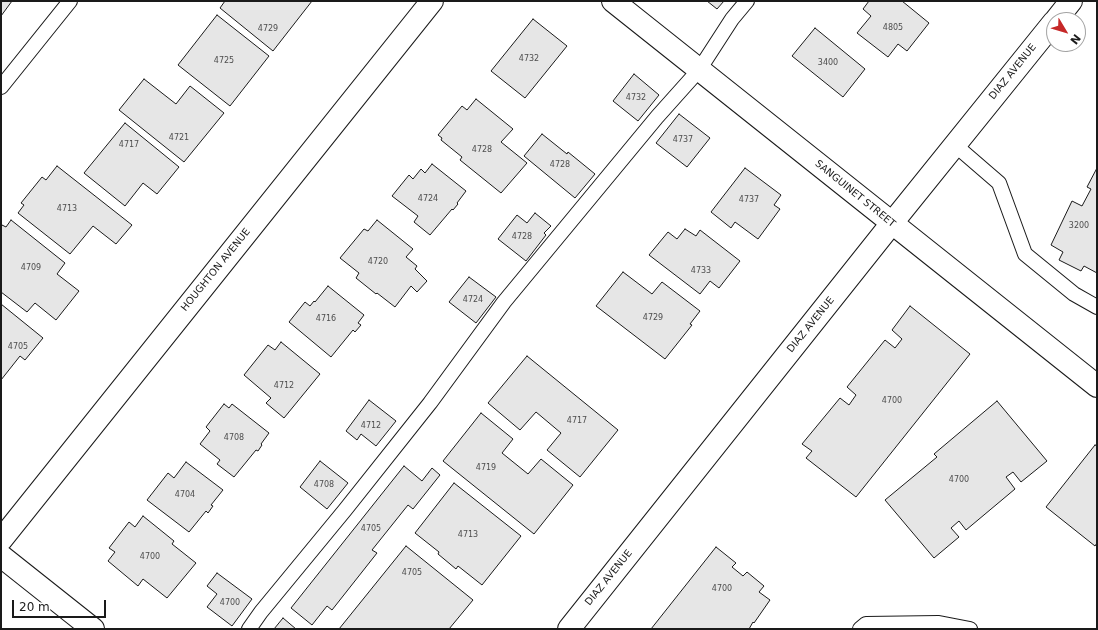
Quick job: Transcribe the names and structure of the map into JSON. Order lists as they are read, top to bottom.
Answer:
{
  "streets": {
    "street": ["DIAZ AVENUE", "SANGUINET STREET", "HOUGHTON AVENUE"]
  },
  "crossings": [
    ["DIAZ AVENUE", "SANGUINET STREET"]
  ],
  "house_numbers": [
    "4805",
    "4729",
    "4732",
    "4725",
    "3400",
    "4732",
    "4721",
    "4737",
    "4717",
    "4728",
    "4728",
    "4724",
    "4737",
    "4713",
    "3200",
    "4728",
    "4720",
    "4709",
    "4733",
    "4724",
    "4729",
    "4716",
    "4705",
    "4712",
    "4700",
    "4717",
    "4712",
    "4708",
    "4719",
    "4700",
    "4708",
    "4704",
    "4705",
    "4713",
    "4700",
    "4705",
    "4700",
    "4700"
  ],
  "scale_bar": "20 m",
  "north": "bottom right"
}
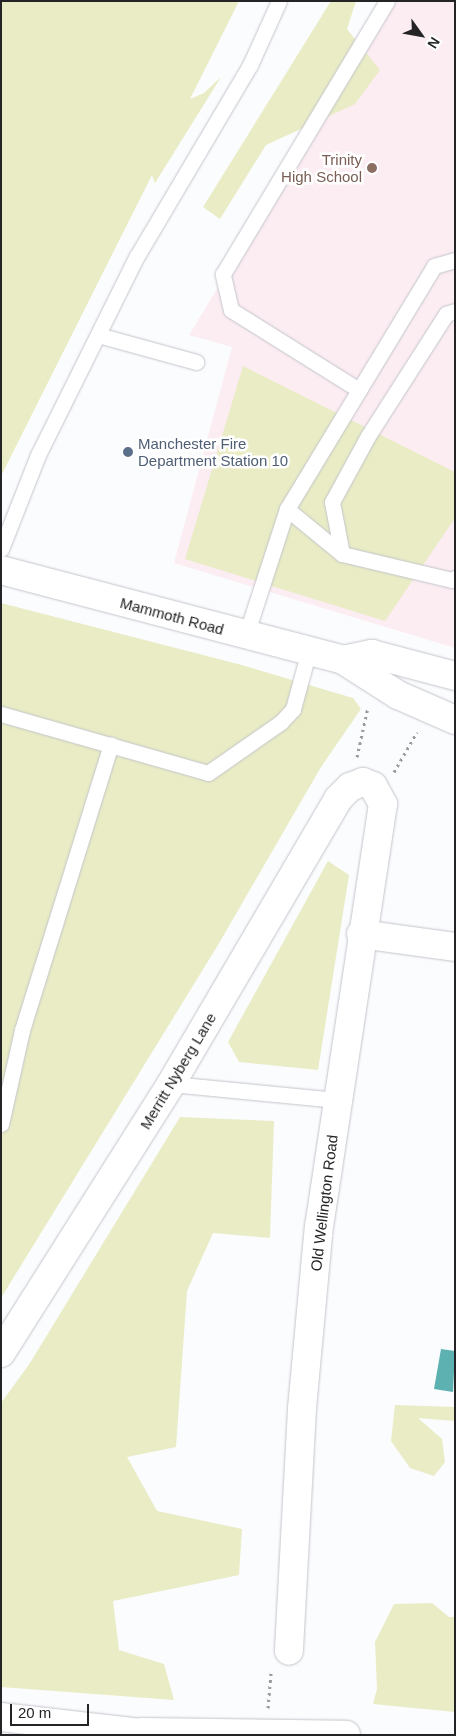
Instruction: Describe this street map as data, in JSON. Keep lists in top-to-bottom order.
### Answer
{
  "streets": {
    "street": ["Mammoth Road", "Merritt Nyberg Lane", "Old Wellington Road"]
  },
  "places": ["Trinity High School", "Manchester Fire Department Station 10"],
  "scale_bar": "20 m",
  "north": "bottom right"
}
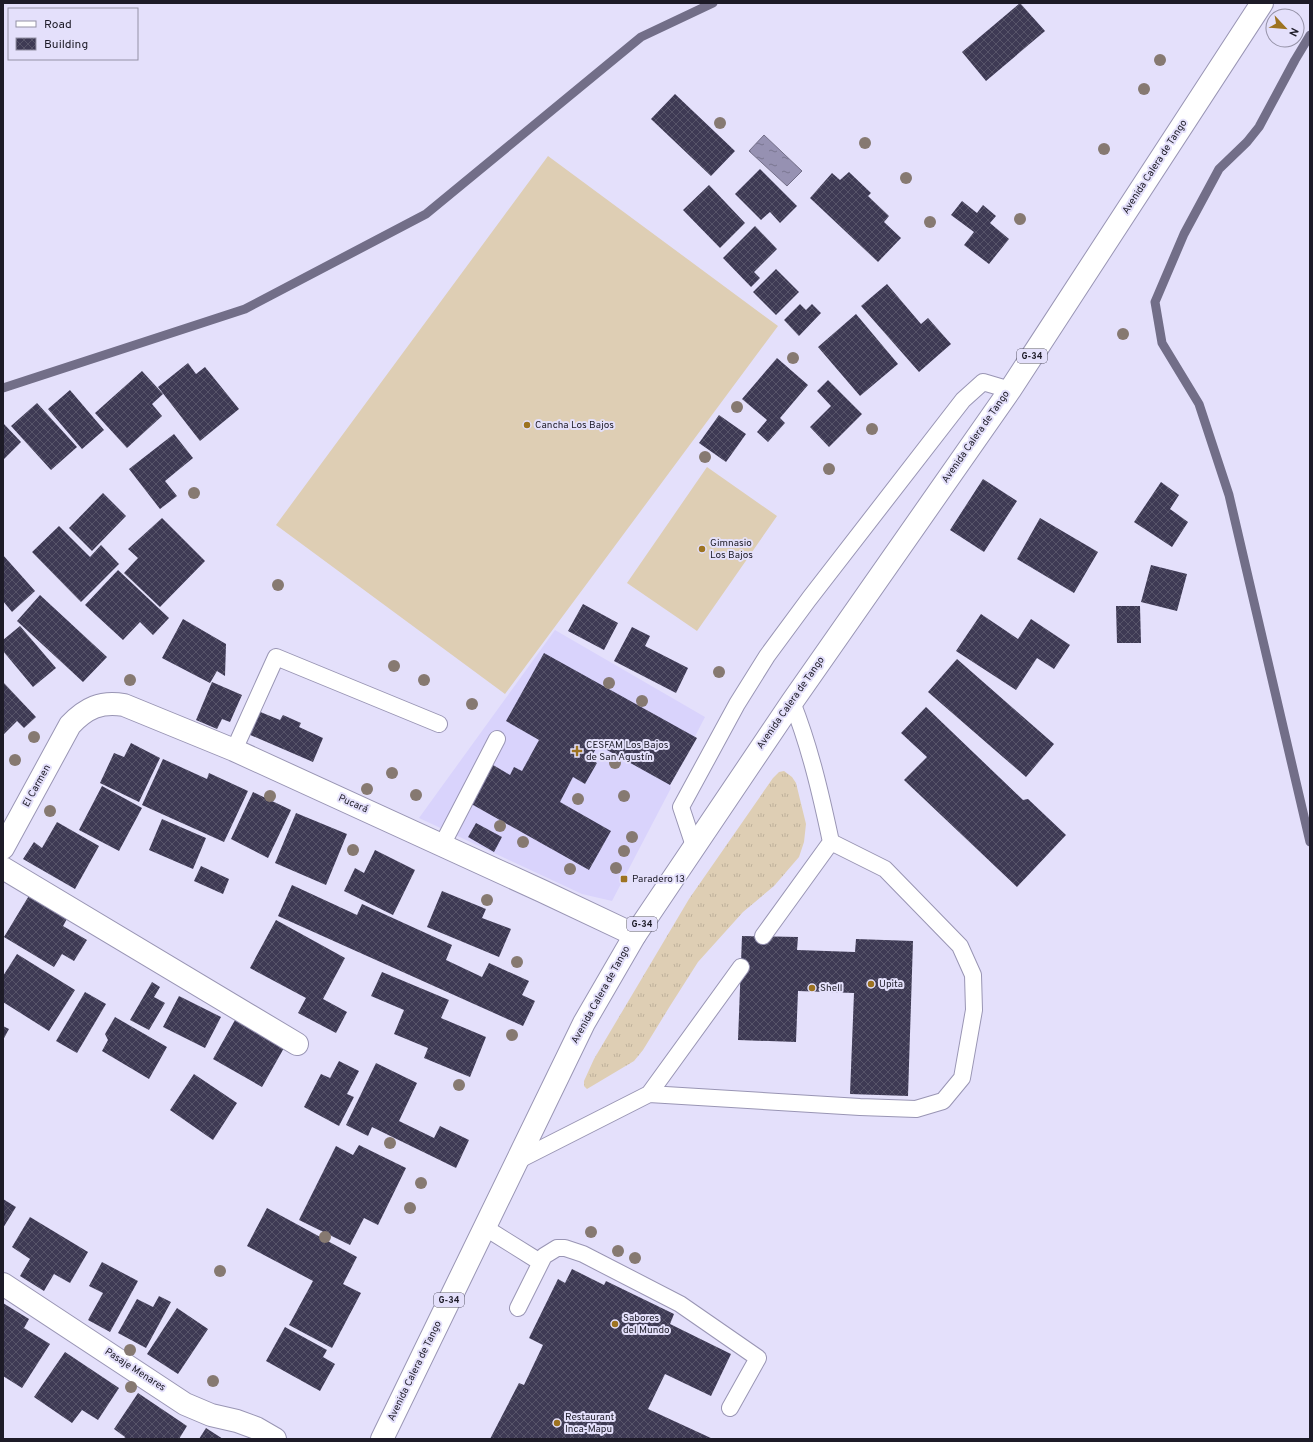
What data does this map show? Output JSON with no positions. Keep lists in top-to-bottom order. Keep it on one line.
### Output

· · · · ·

- _About this exercise_
Please quote nothing but the lines from the line with "What data does" through the end of the data above, exactly as written, ends included.

- _Output_
What data does this map show? Output JSON with no positions. Keep lists in top-to-bottom order. Keep it on one line.
### Output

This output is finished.